[[ Raw data open ]]

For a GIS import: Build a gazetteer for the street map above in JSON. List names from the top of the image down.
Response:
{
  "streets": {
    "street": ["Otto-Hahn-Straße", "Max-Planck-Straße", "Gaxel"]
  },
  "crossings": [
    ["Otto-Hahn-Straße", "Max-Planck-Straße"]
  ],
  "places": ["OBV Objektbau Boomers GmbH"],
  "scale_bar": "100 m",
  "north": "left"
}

[[ Raw data closed ]]

All of the data above should be reproduced exactly, with nothing left out.

For a GIS import: Build a gazetteer for the street map above in JSON. List names from the top of the image down.
Response:
{
  "streets": {
    "street": ["Otto-Hahn-Straße", "Max-Planck-Straße", "Gaxel"]
  },
  "crossings": [
    ["Otto-Hahn-Straße", "Max-Planck-Straße"]
  ],
  "places": ["OBV Objektbau Boomers GmbH"],
  "scale_bar": "100 m",
  "north": "left"
}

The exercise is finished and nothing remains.